Skip the pictures. Output only the lines below starting at the line with "Draw a box around the" and ending at the line with "I need the bounding", both ends included, exactly as they are.
Information provided section start
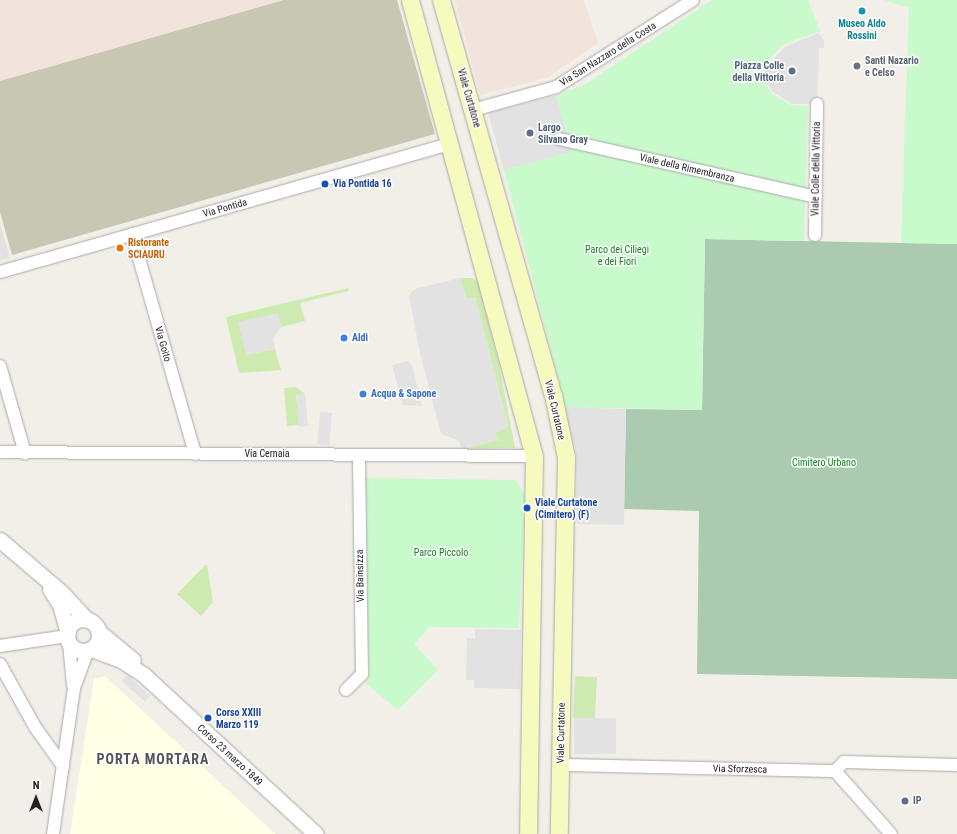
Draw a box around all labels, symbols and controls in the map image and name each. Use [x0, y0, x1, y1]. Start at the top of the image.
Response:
marker: Museo Aldo Rossini [857, 6, 867, 16]
place label: Museo Aldo Rossini [838, 17, 886, 40]
street label: Via San Nazzaro della Costa [558, 19, 658, 89]
place label: Santi Nazario e Celso [865, 54, 919, 78]
place label: Piazza Colle della Vittoria [732, 59, 784, 82]
marker: Santi Nazario e Celso [852, 61, 862, 71]
marker: Piazza Colle della Vittoria [787, 66, 797, 76]
street label: Viale Curtatone [455, 67, 483, 129]
place label: Largo Silvano Gray [538, 121, 588, 144]
street label: Viale Colle della Vittoria [809, 122, 823, 216]
marker: Largo Silvano Gray [525, 128, 535, 138]
street label: Viale della Rimembranza [638, 151, 736, 185]
place label: Via Pontida 16 [333, 178, 391, 190]
marker: Via Pontida 16 [320, 179, 330, 189]
street label: Via Pontida [202, 196, 248, 220]
place label: Ristorante SCIAURU [128, 236, 169, 260]
marker: Ristorante SCIAURU [115, 243, 125, 253]
park label: Parco dei Ciliegi e dei Fiori [585, 243, 649, 266]
street label: Via Goito [152, 325, 174, 363]
place label: Aldi [352, 332, 368, 344]
marker: Aldi [339, 333, 349, 343]
street label: Viale Curtatone [542, 379, 568, 441]
place label: Acqua & Sapone [371, 388, 436, 400]
marker: Acqua & Sapone [358, 389, 368, 399]
street label: Via Cernaia [244, 448, 290, 460]
park label: Cimitero Urbano [792, 457, 856, 469]
place label: Viale Curtatone (Cimitero) (F) [535, 496, 597, 520]
marker: Viale Curtatone (Cimitero) (F) [522, 503, 532, 513]
park label: Parco Piccolo [414, 547, 468, 559]
street label: Via Bainsizza [354, 550, 366, 602]
street label: Viale Curtatone [554, 702, 568, 764]
place label: Corso XXIII Marzo 119 [216, 706, 261, 730]
marker: Corso XXIII Marzo 119 [203, 713, 213, 723]
street label: Corso 23 marzo 1849 [195, 722, 265, 788]
district label: PORTA MORTARA [97, 751, 209, 767]
street label: Via Sforzesca [713, 763, 767, 775]
north arrow [16, 778, 56, 818]
text: N [33, 779, 39, 792]
place label: IP [913, 795, 921, 807]
marker: IP [900, 796, 910, 806]

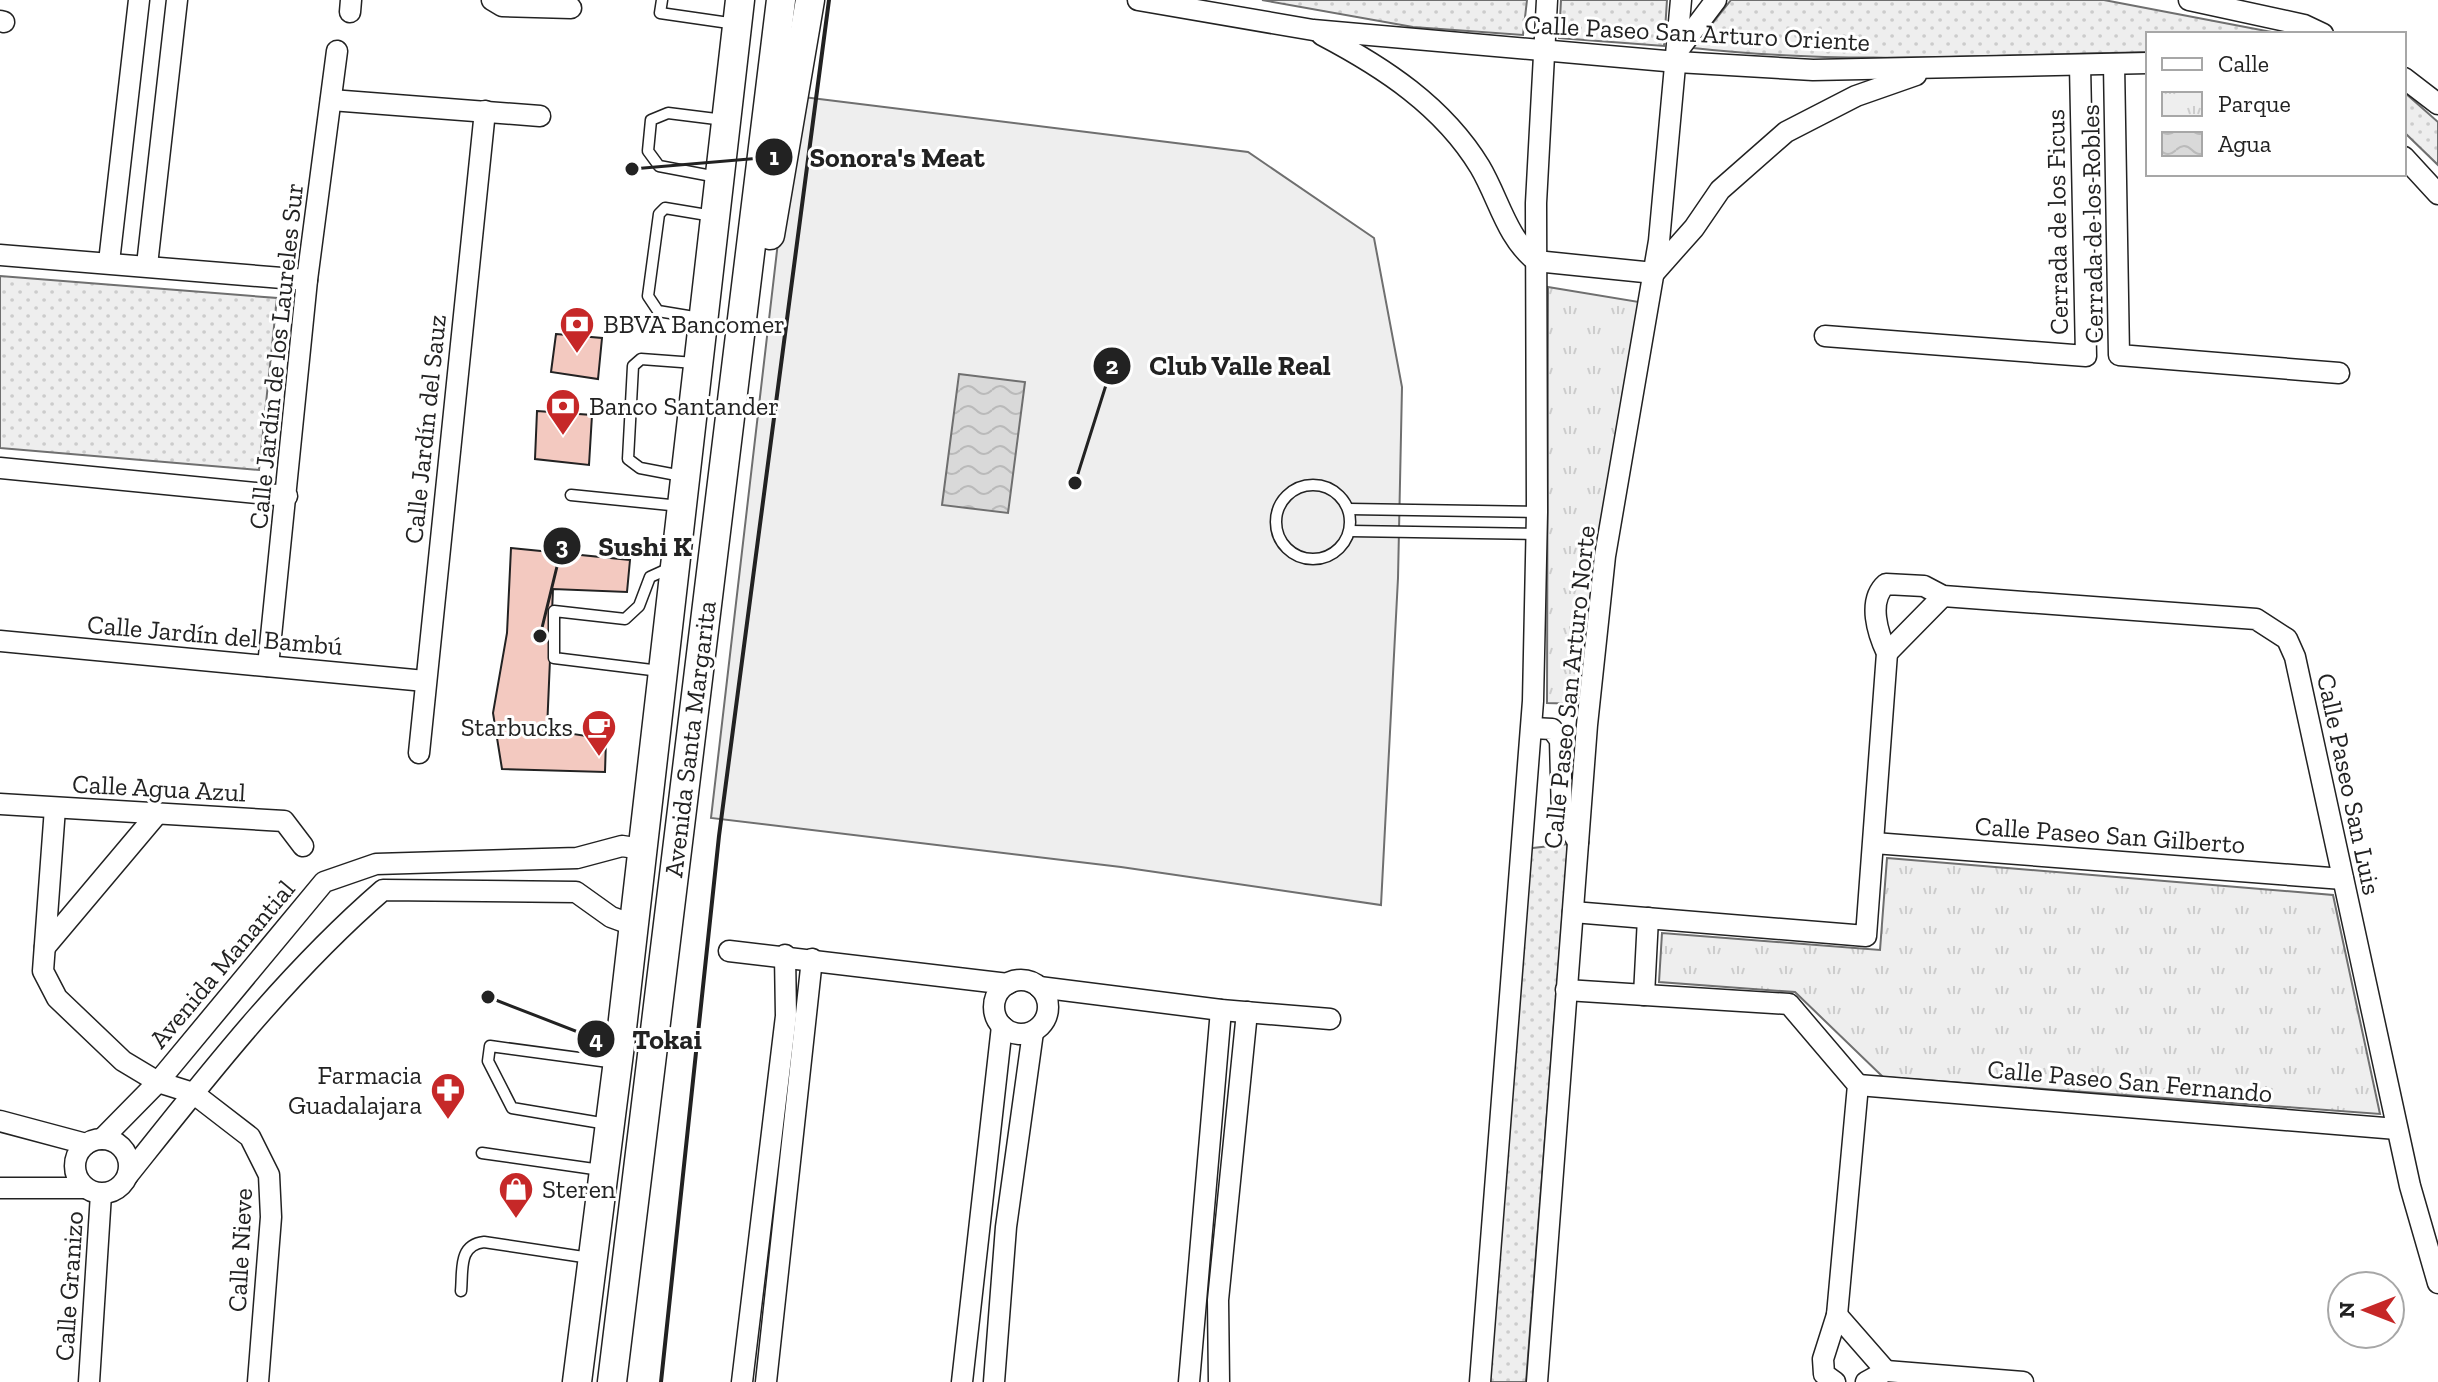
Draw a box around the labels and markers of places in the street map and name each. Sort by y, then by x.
callout: Sonora's Meat [754,131,1001,183]
bank icon: BBVA Bancomer [558,305,596,355]
place label: BBVA Bancomer [603,308,785,340]
callout: Club Valle Real [1092,340,1347,392]
bank icon: Banco Santander [544,387,582,437]
place label: Banco Santander [589,390,779,422]
callout: Sushi K [542,520,707,572]
cafe icon: Starbucks [580,708,618,758]
place label: Starbucks [461,711,573,743]
callout: Tokai [576,1013,718,1065]
place label: Farmacia Guadalajara [288,1059,422,1121]
pharmacy icon: Farmacia Guadalajara [429,1071,467,1121]
shop icon: Steren [497,1170,535,1220]
place label: Steren [542,1173,616,1205]

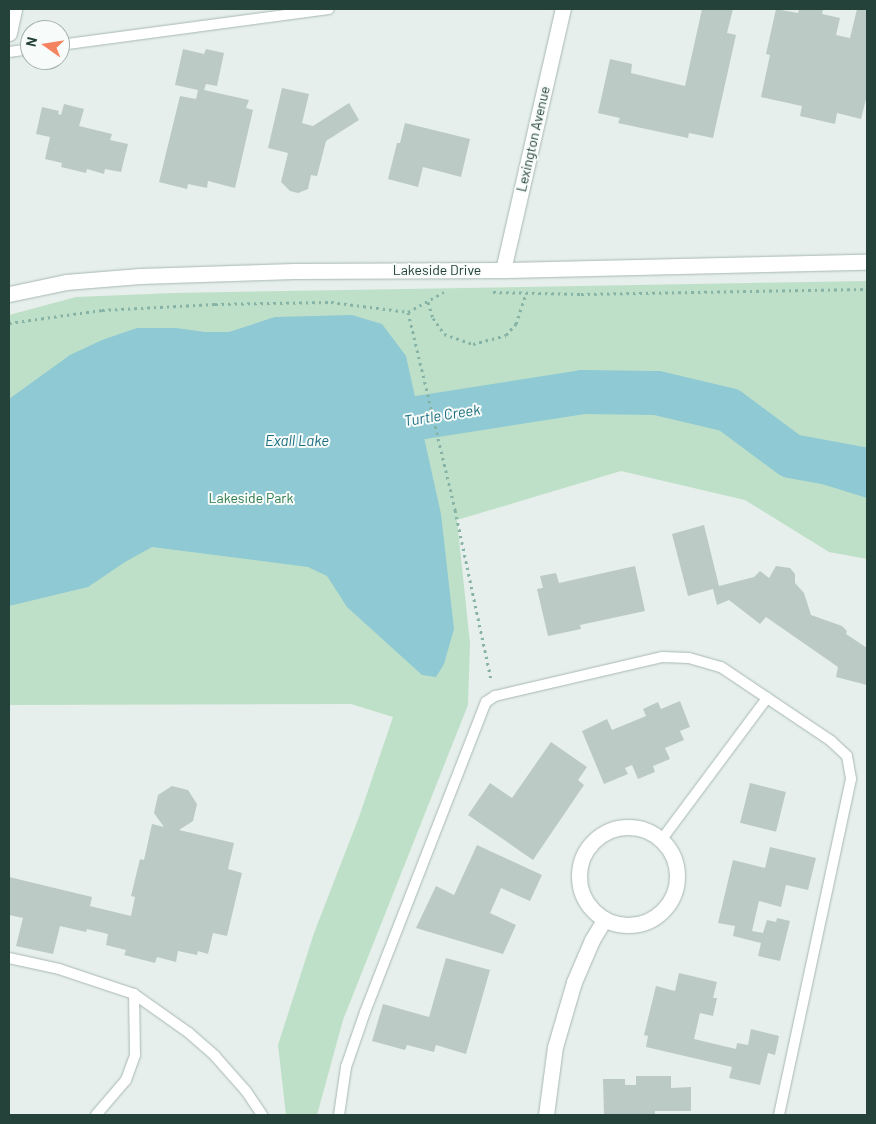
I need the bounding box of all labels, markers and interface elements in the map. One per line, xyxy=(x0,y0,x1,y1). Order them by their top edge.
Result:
north arrow xyxy=(20,20,70,70)
text: N xyxy=(22,35,40,48)
street label: Lexington Avenue xyxy=(513,85,553,193)
street label: Lakeside Drive xyxy=(393,262,481,278)
water label: Turtle Creek xyxy=(403,400,481,430)
water label: Exall Lake xyxy=(265,432,329,450)
park label: Lakeside Park xyxy=(209,490,293,506)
Information provided section end
▸ **Solution to this task**
Draw a box around the labels and markers of places in the street map and name each. Sort by y, then by x.
callout: Sonora's Meat [754,131,1001,183]
bank icon: BBVA Bancomer [558,305,596,355]
place label: BBVA Bancomer [603,308,785,340]
callout: Club Valle Real [1092,340,1347,392]
bank icon: Banco Santander [544,387,582,437]
place label: Banco Santander [589,390,779,422]
callout: Sushi K [542,520,707,572]
cafe icon: Starbucks [580,708,618,758]
place label: Starbucks [461,711,573,743]
callout: Tokai [576,1013,718,1065]
place label: Farmacia Guadalajara [288,1059,422,1121]
pharmacy icon: Farmacia Guadalajara [429,1071,467,1121]
shop icon: Steren [497,1170,535,1220]
place label: Steren [542,1173,616,1205]

I need the bounding box of all labels, markers and interface elements in the map. One per line, xyxy=(x0,y0,x1,y1). Order them by their top edge.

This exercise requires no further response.